─── EXERCISE DATA

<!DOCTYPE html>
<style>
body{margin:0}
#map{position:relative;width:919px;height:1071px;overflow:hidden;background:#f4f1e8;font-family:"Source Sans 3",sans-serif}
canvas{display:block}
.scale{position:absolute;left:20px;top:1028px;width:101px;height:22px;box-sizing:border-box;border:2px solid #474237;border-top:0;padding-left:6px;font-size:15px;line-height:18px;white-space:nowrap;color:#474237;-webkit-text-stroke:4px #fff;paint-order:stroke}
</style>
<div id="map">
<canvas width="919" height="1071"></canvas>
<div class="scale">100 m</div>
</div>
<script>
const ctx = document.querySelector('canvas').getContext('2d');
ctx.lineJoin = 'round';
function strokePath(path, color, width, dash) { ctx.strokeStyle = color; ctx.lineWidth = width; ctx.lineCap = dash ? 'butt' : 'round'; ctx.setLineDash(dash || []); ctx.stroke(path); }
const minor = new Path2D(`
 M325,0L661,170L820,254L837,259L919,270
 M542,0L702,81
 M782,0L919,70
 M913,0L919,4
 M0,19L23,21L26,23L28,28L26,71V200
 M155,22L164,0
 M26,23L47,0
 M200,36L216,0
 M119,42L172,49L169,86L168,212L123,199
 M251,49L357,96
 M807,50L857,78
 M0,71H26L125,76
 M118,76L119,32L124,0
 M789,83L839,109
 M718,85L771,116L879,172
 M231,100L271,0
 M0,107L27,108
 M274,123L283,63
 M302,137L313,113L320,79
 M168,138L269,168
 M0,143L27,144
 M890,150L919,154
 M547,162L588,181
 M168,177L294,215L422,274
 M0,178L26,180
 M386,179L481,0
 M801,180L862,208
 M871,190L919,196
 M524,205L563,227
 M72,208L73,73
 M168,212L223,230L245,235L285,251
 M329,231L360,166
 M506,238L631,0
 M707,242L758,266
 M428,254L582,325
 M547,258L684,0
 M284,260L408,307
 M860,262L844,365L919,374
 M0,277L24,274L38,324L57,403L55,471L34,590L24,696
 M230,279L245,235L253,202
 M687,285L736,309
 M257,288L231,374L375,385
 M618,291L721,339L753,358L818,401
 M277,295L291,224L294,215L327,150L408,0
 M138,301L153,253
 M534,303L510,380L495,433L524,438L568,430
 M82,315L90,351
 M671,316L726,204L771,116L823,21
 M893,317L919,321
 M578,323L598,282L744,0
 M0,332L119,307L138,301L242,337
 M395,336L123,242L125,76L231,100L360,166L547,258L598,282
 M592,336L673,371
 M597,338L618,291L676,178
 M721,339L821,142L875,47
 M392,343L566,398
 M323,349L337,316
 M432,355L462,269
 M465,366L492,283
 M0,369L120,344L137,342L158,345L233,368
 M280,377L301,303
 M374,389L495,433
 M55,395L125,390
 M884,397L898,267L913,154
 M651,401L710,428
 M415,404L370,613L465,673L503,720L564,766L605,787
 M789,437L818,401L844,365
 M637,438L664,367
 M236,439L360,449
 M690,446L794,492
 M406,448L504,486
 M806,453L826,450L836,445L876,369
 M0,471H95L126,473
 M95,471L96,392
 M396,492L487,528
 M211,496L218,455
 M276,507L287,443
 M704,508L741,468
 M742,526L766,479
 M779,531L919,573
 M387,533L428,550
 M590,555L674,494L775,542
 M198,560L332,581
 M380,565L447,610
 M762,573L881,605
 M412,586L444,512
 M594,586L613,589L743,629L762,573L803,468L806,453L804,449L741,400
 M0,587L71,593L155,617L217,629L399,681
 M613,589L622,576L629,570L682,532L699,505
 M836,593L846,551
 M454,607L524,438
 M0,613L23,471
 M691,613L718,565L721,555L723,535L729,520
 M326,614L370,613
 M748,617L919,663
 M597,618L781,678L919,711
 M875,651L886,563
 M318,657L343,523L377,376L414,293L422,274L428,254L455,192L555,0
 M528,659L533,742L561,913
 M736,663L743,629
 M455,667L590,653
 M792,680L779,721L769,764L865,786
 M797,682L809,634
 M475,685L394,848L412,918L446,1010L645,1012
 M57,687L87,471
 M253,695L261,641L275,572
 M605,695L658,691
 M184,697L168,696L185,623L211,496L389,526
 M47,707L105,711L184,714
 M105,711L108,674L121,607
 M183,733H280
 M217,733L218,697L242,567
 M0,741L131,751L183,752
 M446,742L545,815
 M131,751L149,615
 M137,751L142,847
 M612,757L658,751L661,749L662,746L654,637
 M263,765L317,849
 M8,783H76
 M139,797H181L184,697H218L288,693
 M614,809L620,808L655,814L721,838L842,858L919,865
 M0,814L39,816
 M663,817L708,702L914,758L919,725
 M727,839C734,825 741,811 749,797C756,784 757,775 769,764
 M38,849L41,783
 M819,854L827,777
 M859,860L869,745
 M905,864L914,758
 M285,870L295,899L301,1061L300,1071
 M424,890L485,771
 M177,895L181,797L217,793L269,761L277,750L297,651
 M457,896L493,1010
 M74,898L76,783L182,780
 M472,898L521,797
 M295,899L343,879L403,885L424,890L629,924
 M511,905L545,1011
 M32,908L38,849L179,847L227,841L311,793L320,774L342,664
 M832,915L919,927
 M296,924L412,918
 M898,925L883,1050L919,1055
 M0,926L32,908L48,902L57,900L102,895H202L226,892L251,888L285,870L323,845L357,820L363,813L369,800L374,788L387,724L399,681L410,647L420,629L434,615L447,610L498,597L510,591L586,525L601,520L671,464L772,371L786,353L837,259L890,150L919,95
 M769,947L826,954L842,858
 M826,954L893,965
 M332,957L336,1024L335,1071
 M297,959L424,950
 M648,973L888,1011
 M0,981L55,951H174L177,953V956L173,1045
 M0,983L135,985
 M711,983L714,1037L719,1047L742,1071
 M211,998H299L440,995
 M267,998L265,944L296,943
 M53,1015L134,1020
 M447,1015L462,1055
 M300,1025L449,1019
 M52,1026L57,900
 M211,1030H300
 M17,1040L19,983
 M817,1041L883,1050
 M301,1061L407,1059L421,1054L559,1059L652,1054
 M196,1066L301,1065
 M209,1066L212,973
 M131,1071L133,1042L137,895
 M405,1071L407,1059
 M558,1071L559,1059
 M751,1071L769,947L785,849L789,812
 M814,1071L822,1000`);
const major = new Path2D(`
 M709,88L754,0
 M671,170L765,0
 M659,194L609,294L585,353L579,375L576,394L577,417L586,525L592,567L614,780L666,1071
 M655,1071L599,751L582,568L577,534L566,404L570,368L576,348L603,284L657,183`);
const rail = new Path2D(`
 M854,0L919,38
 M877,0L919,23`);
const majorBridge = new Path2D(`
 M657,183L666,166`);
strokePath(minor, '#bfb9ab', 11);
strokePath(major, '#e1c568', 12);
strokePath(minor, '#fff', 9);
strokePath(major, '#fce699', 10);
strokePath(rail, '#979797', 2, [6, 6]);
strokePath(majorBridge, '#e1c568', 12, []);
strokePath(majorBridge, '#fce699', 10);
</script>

──────

• **EXERCISE OBJECTIVE**
Copy only the entries from the first line to the line with "ctx.lineJoin = 'round';", each exactly as it appears.

• **YOUR SOLUTION**
<!DOCTYPE html>
<style>
body{margin:0}
#map{position:relative;width:919px;height:1071px;overflow:hidden;background:#f4f1e8;font-family:"Source Sans 3",sans-serif}
canvas{display:block}
.scale{position:absolute;left:20px;top:1028px;width:101px;height:22px;box-sizing:border-box;border:2px solid #474237;border-top:0;padding-left:6px;font-size:15px;line-height:18px;white-space:nowrap;color:#474237;-webkit-text-stroke:4px #fff;paint-order:stroke}
</style>
<div id="map">
<canvas width="919" height="1071"></canvas>
<div class="scale">100 m</div>
</div>
<script>
const ctx = document.querySelector('canvas').getContext('2d');
ctx.lineJoin = 'round';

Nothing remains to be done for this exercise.